MSI’s Lightning version is slightly shorter at 26 cm, but it still requires two slots for installation. The first key difference relates to power, as MSI requires two 8-pin PCIe connectors instead of two 6-pin auxiliary power connectors on the reference board. However, the package includes the necessary adapters in case your power supply doesn't include two 8-pin outputs.
The second key difference is the cooling solution, which employs five heat pipes and two 75 mm fans. Heat pipes are best if you want to distribute heat across a larger surface. The dual fans are able to run at a slower rotation speed than AMD's blower, providing a more distributed air flow across the card and less total noise. The disadvantage is the absence of a cooling duct, which may be an issue especially now, in the summer, because the two fans essentially blow hot air around in your case without getting rid of it. Thus, it is important to ensure adequate system ventilation using additional fans.

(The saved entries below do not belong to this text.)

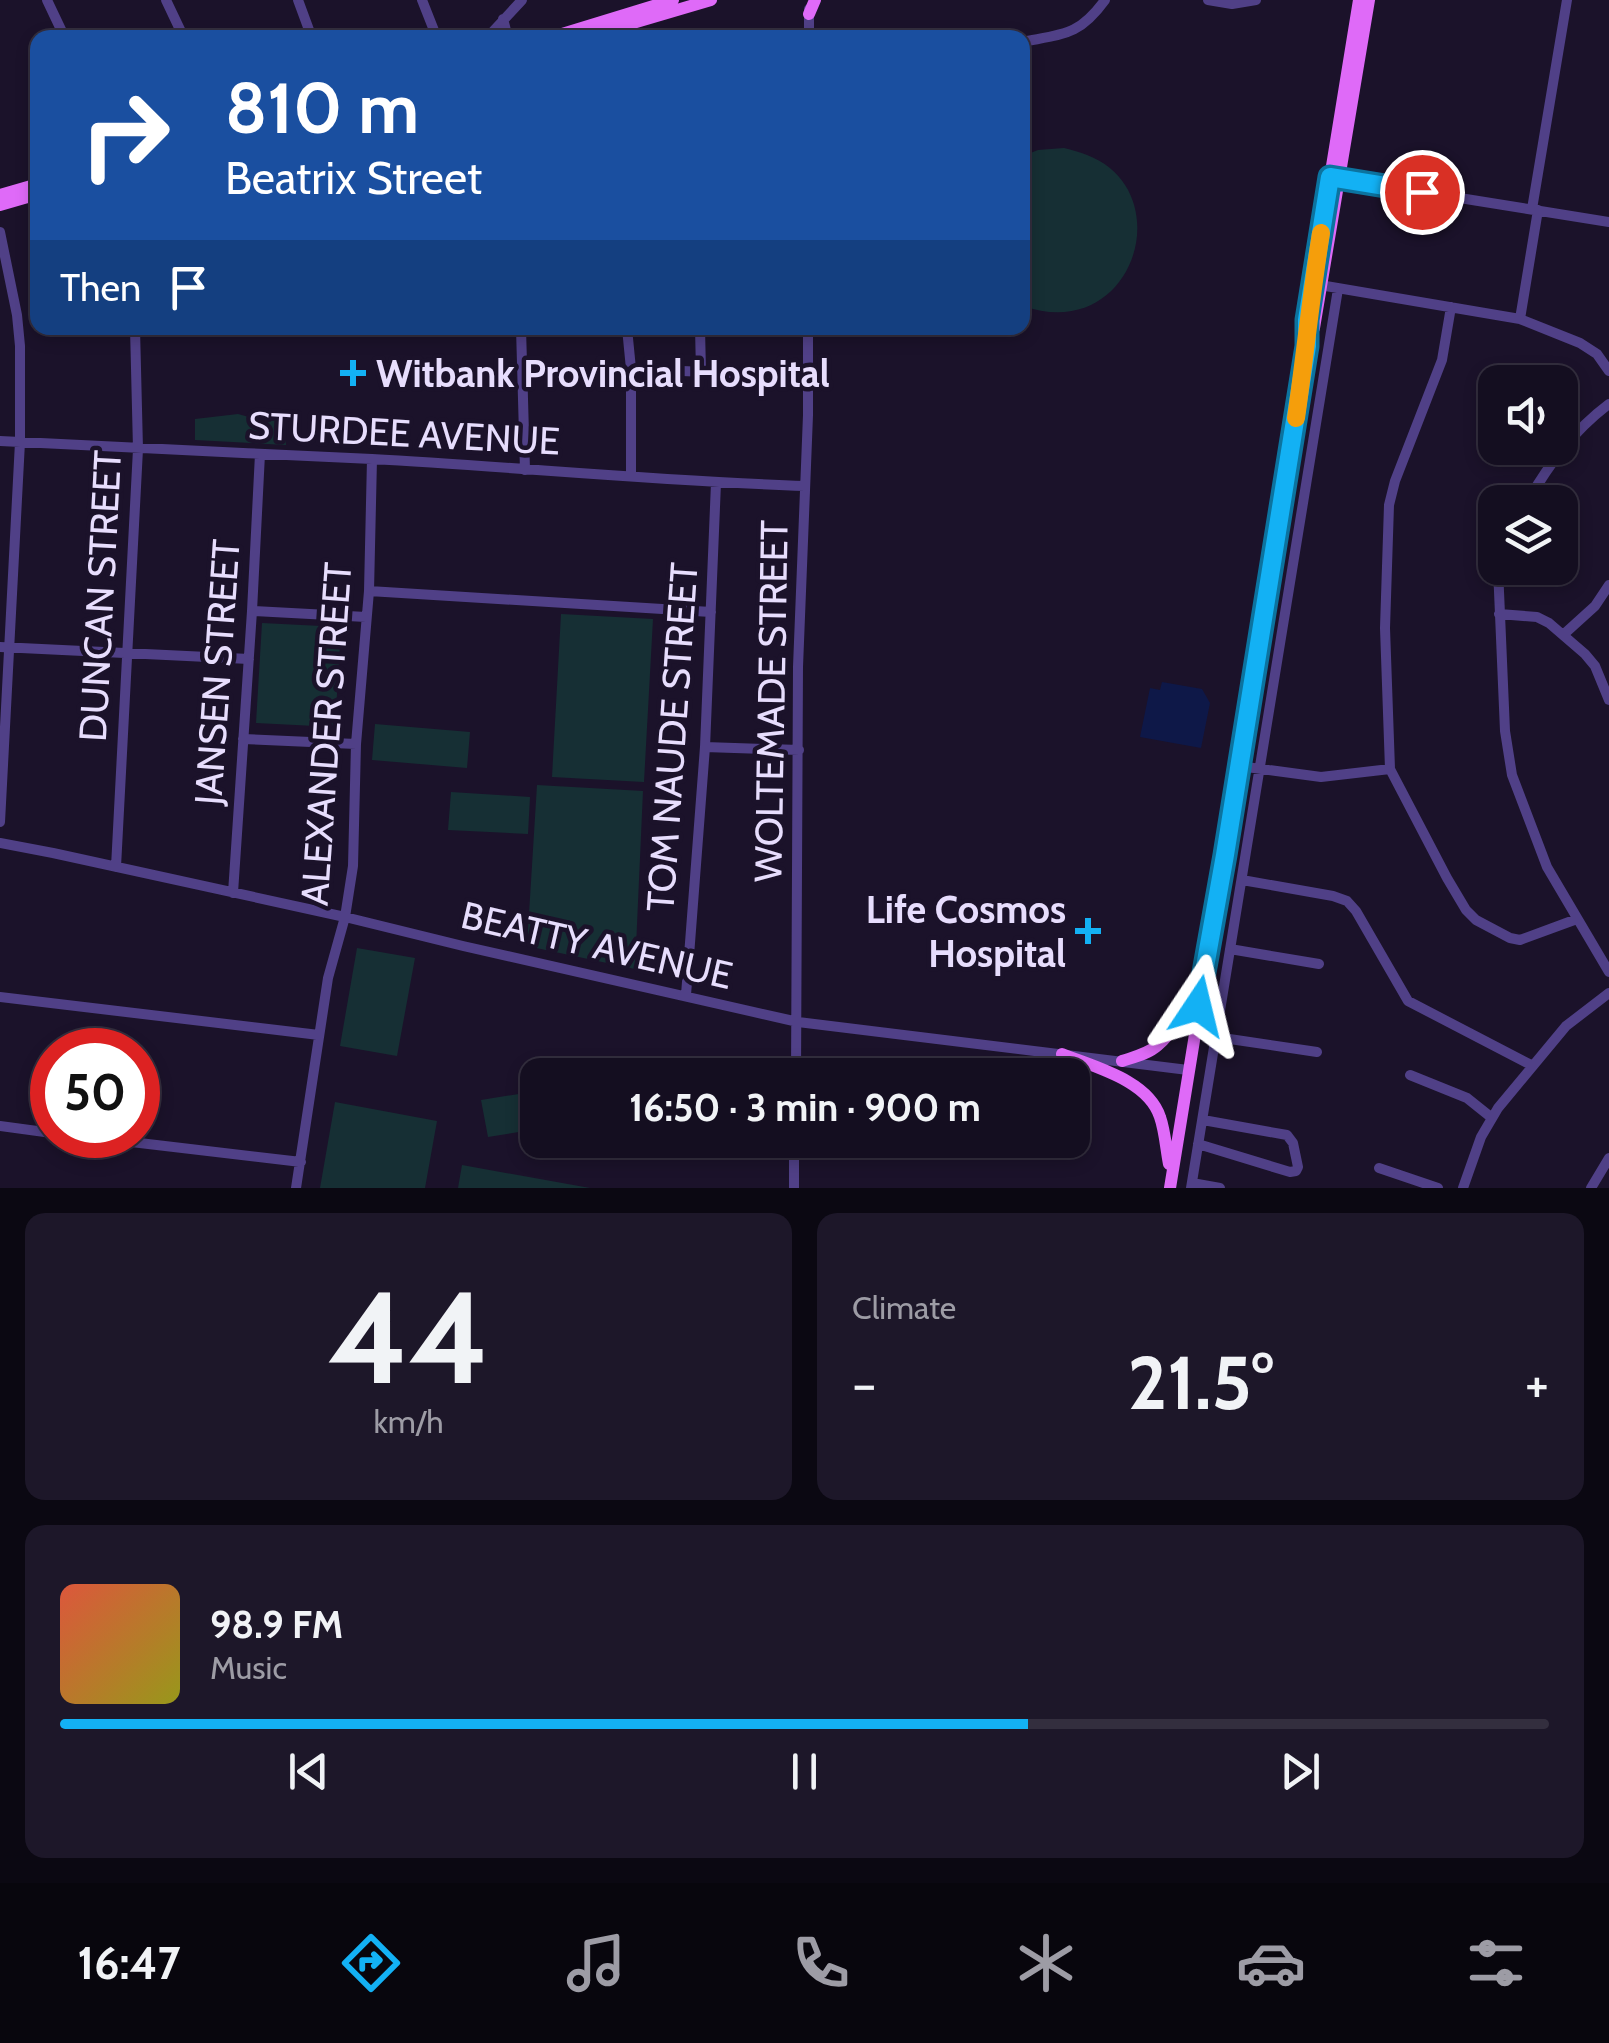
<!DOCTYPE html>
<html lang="en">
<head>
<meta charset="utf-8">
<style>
  body { margin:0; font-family:Cabin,sans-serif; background:#1d1729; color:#f1f3f6; height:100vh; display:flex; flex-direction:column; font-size:38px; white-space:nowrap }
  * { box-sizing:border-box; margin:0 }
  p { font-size:32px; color:#9d9ca5 }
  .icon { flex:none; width:55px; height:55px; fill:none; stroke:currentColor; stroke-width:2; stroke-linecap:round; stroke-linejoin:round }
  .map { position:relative; height:1188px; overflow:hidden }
  .side { display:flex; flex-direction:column; gap:25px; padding:25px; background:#0b0812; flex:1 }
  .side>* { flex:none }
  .banner { position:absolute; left:30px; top:30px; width:1000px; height:305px; border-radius:20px; box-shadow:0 5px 15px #0003,0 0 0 2px #332e3e; background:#1a4fa0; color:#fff; overflow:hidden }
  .fabs { position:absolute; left:1478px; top:365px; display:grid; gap:20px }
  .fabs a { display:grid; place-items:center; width:100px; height:100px; border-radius:20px; background:#140e20; box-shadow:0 5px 15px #0003,0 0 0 2px #332e3e; font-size:50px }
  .speed { position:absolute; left:30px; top:1028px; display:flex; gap:20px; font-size:50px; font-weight:700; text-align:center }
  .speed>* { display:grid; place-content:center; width:130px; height:130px; border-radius:50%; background:#140e20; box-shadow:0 5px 15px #0003,0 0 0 2px #332e3e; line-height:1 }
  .speed .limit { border:15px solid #d22; background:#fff; color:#111 }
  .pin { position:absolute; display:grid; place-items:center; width:85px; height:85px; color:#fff; margin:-42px; border:5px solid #fff; border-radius:50%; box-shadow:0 2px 10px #0007 }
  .me { position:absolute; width:110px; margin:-55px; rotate:10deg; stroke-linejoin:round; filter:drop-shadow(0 0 8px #0008) }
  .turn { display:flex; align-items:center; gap:35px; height:210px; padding:0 30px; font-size:45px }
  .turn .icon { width:130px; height:130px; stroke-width:2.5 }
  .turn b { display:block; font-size:70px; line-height:85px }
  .then { display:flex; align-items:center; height:95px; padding:0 30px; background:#0003; gap:20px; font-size:38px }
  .big { font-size:75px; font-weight:800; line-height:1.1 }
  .side .card { flex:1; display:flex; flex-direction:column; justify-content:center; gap:15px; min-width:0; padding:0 35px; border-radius:20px; background:#1d1729 }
  .side .dial { align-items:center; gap:0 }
  .dial b { font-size:130px; line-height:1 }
  .song { display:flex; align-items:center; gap:30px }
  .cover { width:120px; height:120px; border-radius:15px; background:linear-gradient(135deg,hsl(10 70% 55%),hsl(60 70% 35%)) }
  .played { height:10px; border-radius:5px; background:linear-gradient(90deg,#13b1f4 65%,#332e3e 65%) }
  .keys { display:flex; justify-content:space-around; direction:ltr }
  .heat { display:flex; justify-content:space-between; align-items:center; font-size:55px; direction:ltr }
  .side .tiles { flex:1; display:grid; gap:25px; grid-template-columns:1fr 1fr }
  .card:last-child { grid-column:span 2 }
  .trip { position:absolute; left:520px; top:1058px; width:570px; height:100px; border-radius:20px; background:#140e20; box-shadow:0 5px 15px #0003,0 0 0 2px #332e3e; font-weight:800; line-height:100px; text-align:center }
  .menu { display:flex; height:160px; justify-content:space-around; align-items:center; background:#08060d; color:#9d9ca5 }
  .menu .icon { width:70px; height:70px }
  .menu .active { color:#13b1f4 }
  .menu b { font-size:45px; color:#f1f3f6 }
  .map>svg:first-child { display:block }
  .green { fill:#162f34 }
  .water { fill:#0e1848 }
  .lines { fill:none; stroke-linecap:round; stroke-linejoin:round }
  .minor { stroke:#504087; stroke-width:10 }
  .major { stroke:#df6af8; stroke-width:12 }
  .route-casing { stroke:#0c739f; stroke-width:25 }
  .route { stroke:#13b1f4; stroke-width:18 }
  .slow { stroke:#f59e0b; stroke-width:18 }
  .poi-dot { fill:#13b1f4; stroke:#1b122a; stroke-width:4 }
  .labels { text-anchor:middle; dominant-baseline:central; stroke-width:9; stroke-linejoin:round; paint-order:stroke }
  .poi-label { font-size:38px; font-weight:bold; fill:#e7ddfd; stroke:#1b122a; text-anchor:start }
  .street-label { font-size:38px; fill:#e7ddfd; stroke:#1b122a }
</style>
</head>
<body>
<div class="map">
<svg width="1609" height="1188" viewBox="0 0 1609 1188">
  <rect width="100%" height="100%" fill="#1b122a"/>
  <!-- green -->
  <path class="green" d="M 1064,148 C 1072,150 1080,152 1087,155 C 1181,191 1134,345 1023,306 L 1023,156 L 1038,150 Z
    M 238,414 L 260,420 L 283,416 L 286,445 L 195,440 L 195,419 Z
    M 561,614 L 653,619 L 644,782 L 552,777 Z
    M 262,623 L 341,627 L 335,727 L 256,723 Z
    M 375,724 L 470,732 L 467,768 L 372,760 Z
    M 537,785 L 643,791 L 635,969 L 527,946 Z
    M 451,792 L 530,797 L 528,834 L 448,830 Z
    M 357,948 L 415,958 L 397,1056 L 340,1046 Z
    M 537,1091 L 537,1129 L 488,1137 L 481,1100 Z
    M 335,1102 L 437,1121 L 425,1188 L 320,1188 Z
    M 462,1165 L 590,1188 L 458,1188 Z"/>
  <!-- water -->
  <path class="water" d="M 1162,682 L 1202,689 L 1210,703 L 1201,748 L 1140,737 L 1150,688 L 1160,690 Z"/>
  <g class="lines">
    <!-- minor -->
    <path class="minor" d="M 47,0 L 65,38
      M 166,0 L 184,38
      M 298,0 L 312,38
      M 422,0 L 437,38
      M 1208,0 L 1232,4 L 1256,0
      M 809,9 L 809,38
      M 503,19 L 508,38
      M 487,38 L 522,0
      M 1022,42 C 1063,34 1079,36 1105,0
      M 1335,178 L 1609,222
      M 1532,209 L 1567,0
      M 0,232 L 17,315 L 20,346 L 20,442 L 0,822
      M 1314,284 L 1520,319 L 1580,343 L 1597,354 L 1609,371
      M 1451,307 L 1442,360 L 1395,481 L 1389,505 L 1385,628 L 1390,769 L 1447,878 L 1466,910 L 1476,920 L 1510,938 L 1520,940 L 1577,919
      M 1520,319 L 1538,210
      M 521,328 L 525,470
      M 627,328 L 631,369 L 631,475
      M 700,328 L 701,372
      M 631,369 L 807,376
      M 0,441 C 124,448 248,453 372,459 C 516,467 660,481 805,486
      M 1527,502 C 1550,463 1573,431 1609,404
      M 1498,568 L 1505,731 L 1512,775 L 1547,867 L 1609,972
      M 369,591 L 711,612
      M 252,611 L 366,617
      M 1499,614 L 1537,617 L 1549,623 L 1585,654 L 1595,666 L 1609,700
      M 1563,635 L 1595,606 L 1609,585
      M 0,647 L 249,659
      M 243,739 L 356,744
      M 705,747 L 799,750
      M 1239,766 L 1321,777 L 1390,769
      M 0,843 L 53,853 L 345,917 L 463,946 L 798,1022 L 1188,1070
      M 116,867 L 138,449 L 135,328
      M 1242,880 L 1333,896 L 1347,901 L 1356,911 L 1408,1001 L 1533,1066
      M 233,893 L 252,611 L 260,454
      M 1230,949 L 1319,964
      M 686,995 L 705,747 L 716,483
      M 0,997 L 319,1035
      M 1216,1037 L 1317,1052
      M 796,1075 L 798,667 L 808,415 L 808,328
      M 1410,1075 L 1467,1098 L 1492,1118
      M 0,1126 L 52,1133
      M 72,1135 L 301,1162
      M 1198,1144 L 1290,1172 L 1296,1171 L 1298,1167 L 1293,1143 L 1287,1135 L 1203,1120
      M 1379,1168 L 1438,1188
      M 1192,1183 L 1220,1188
      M 296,1188 L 328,978 L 345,917 L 353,866 L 356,744 L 369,591 L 372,459
      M 794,1188 L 794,1140
      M 1191,1188 L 1338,289
      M 1463,1188 L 1481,1137 L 1498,1108 L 1566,1026 L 1609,993
      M 1591,1188 L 1609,1158"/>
    <!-- major -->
    <path class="major" d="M 809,14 L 815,0
      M 549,38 L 673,0
      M 582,38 L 711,0
      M 0,195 L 38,184
      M 0,205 L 38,194
      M 1312,289 L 1359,0
      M 1062,1054 C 1094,1067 1148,1080 1160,1117 C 1165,1131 1166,1149 1169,1164
      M 1122,1061 C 1134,1057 1148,1054 1158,1045 C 1176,1031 1188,997 1199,977
      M 1170,1188 L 1307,346 L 1314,328 L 1369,0"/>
  </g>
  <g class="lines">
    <!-- route casing -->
    <g class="route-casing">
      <path id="route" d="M 1198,1006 L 1225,855 L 1307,346 L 1307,320 L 1330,177 L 1422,192"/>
    </g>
    <!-- route -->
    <use href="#route" class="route"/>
    <!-- slow -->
    <path class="slow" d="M 1296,418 C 1305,356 1311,295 1321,233"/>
  </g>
  <!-- markers -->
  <g class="poi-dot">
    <path d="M348 358h10v10h10v10h-10v10h-10v-10h-10v-10h10z"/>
    <path d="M1083 916h10v10h10v10h-10v10h-10v-10h-10v-10h10z"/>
  </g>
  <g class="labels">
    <!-- poi labels -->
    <g class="poi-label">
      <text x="376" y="373">Witbank Provincial Hospital</text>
      <text x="1066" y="909" text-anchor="end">Life Cosmos<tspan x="1066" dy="44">Hospital</tspan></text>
    </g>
    <!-- street labels -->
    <g class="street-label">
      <text transform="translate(404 433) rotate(3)">STURDEE AVENUE</text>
      <text transform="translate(100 596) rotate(-87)">DUNCAN STREET</text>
      <text transform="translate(217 672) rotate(-86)">JANSEN STREET</text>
      <text transform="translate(771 701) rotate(-89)">WOLTEMADE STREET</text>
      <text transform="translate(326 734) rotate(-86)">ALEXANDER STREET</text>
      <text transform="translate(672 737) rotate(-86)">TOM NAUDE STREET</text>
      <text transform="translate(597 945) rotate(13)">BEATTY AVENUE</text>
    </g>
  </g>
</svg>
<div class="fabs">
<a><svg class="icon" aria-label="sound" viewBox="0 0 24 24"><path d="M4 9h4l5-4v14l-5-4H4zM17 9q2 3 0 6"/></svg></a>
<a><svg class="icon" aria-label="layers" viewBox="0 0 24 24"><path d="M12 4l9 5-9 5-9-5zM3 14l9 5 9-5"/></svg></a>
</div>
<div class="speed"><div class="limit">50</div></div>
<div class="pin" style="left:1422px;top:192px;background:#d93025"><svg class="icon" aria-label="arrive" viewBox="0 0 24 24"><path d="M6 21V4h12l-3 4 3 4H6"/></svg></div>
<svg class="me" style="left:1198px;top:1006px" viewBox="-20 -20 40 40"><path d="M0-17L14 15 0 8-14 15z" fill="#13b1f4" stroke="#fff" stroke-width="4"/></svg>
<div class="trip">16:50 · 3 min · 900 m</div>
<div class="banner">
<div class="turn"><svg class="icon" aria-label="right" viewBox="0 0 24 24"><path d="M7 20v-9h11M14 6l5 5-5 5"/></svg><div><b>810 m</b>Beatrix Street</div></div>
<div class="then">Then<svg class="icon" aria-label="arrive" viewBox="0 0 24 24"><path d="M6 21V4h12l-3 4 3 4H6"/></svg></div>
</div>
</div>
<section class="side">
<div class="tiles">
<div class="card dial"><b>44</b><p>km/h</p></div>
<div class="card"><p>Climate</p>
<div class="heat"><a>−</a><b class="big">21.5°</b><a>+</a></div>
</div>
<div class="card">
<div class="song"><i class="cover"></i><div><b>98.9 FM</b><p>Music</p></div></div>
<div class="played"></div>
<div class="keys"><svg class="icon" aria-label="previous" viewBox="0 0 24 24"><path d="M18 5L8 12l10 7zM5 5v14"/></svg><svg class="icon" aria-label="pause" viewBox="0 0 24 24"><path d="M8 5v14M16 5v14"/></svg><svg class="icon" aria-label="next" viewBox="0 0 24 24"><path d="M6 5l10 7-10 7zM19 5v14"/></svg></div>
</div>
</div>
</section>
<nav class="menu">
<b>16:47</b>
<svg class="icon active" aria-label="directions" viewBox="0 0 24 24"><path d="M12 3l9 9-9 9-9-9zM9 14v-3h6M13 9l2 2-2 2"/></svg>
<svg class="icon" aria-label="music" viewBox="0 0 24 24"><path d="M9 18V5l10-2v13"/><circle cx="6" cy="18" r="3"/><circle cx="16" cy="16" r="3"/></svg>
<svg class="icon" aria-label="phone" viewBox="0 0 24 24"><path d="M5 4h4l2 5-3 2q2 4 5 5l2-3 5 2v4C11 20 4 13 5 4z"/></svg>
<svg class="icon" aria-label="climate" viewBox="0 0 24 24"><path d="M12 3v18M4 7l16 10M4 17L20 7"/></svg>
<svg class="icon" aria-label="car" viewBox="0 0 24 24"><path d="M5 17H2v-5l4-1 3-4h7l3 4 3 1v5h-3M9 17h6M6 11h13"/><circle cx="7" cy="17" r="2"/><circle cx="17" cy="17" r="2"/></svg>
<svg class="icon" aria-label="filters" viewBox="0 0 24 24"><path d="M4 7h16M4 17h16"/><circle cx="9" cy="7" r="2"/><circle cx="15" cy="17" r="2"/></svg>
</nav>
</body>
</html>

AMD's reference Radeon HD 5870 clock speed is 850 MHz, while the video memory runs at 1,200 MHz. In general, vendors seem to take one of two different approaches to overclocking. Factory-overclocked cards either come with slightly increased GPU speeds and an overclocking tool to try your luck at squeezing out more frequency (at your own risk). Or, there are aggressively-overclocked models (GPU) with slight memory clock optimizations as well.
In everyday operation, it makes only limited sense to overclock the graphics chip alone. Therefore it is important to use tools that allow checking the impact of overclocking settings in real 3D workloads. MSI’s Kombustor is one possible tool. We found that, using this tool, you have to restart your system once aggressive settings result in a corrupted image (see screenshot above), even if you turn clocks back down.
MSI’s R5870 Lightning runs factory-overclocked, but leaves serious overclocking to the customer: the GPU runs at 900 MHz (a mere 50 MHz increase) and the memory at 1,200 MHz, the same as AMD's reference design.
The center of the MSI overclocking world, as interpreted by MSI, is the Afterburner tool. It effectively replaces Riva Tuner and works with most graphics cards models. We like that it’s very functional and easy to use. Effectively, we’d compare it to EVGA's Precision tool for Nvidia. Afterburner is equivalent, but it can serve AMD and Nvidia graphics products. The current version (1.61) requires AMD's Catalyst driver and is actually based on Riva Tuner;'s features. Since the tool is so easy to use, we ended up using it for all our overclocking testing.